At night I tip-toe down the stairs in my bare feet. I sit on the bottom step and peer around the corner. I can see into the kitchen without being seen. I am Joanie the Spy. My mother takes the black typewriter out of the closet along with her stenographer's notebook and shorthand practice books. Leftovers from my mother's business school days. A small business school for girls just out of high school. With their unlined faces and cheap shoes, they are determined to become secretaries at least until marriage.
Click-clack-click-clack. The only sound in the kitchen. I watch as she times herself by the clock on the wall. Scowling, she writes down a number. She opens her shorthand book and makes squiggly lines I can't figure out. She writes row after row of tiny squiggles. She looks up in my direction and I quickly scoot up a step. I watch my mother teach herself the skills of a first rate secretary.
A few years go by. The yellow Formica table is gone. My mother sets up a new batch of materials on the round oak table in the kitchen. Her new kitchen night school consists of a slate and stylus, and she makes small holes with them on a piece of paper. She lets me feel the raised dots with my finger. She is teaching herself Braille. She says you can never know too many things.
I close my eyes and imagine I am Mary Ingalls from the "Little House" book I am reading. I picture my long blonde hair and my blue eyes that don't see anymore as I pretend to read with my finger.
The square walnut table with the Tiffany lamp hanging over it is my mother's last kitchen table. She sips her half cup of coffee, and eats a small slice of the home made chocolate cake she has baked this morning. She reads the local paper with a large magnifying glass. She turns to the obituaries first. I am only home for a short visit from college. My mother and I cannot spend more than a day or two together without anger bubbling to the surface. I don't unpack my suitcase.

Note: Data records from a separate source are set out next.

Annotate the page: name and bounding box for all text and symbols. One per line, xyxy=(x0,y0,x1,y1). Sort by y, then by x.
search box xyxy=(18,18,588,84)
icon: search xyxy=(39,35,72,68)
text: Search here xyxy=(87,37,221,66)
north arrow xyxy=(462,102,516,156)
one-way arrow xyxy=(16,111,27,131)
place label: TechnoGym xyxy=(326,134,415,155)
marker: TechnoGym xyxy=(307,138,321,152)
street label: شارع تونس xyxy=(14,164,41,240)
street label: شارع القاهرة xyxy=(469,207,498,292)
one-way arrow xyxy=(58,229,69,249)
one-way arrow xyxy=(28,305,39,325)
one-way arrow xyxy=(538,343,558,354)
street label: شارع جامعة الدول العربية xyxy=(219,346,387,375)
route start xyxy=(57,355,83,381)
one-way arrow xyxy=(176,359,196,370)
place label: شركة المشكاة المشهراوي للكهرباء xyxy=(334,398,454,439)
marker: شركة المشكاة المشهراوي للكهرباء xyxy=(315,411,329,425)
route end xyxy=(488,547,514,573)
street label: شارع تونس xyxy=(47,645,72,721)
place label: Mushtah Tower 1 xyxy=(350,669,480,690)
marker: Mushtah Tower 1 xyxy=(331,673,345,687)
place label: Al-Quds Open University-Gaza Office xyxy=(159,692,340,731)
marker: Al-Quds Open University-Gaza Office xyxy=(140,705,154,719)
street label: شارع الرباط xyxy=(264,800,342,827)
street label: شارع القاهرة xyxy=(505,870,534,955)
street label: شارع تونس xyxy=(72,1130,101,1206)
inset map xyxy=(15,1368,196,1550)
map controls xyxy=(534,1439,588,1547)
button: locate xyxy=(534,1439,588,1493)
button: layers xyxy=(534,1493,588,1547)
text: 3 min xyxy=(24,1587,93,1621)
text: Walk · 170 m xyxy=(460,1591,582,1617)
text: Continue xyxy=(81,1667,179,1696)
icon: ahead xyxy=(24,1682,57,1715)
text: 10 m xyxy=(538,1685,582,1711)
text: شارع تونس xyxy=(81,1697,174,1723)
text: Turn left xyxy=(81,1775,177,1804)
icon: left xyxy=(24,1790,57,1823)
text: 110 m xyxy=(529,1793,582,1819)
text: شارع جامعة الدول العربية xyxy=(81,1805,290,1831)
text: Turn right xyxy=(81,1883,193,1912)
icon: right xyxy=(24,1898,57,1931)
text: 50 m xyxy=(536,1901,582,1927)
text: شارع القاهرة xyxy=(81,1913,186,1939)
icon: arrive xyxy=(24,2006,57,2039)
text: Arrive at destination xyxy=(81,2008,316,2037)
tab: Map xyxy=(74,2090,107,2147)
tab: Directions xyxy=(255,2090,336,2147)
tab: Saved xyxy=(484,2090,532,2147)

It is midnight when I walk out of the spare room for a glass of water. My mother is sitting at the kitchen table waiting for the kettle to whistle. I stop just before she sees me. I am twenty, but I am still Joanie the spy. I still want to know her. I still want to know what she planned to do with all the things she taught herself in night school.
I look at the steam evaporating into the air, and think of the hopes and dreams around my mother's kitchen table.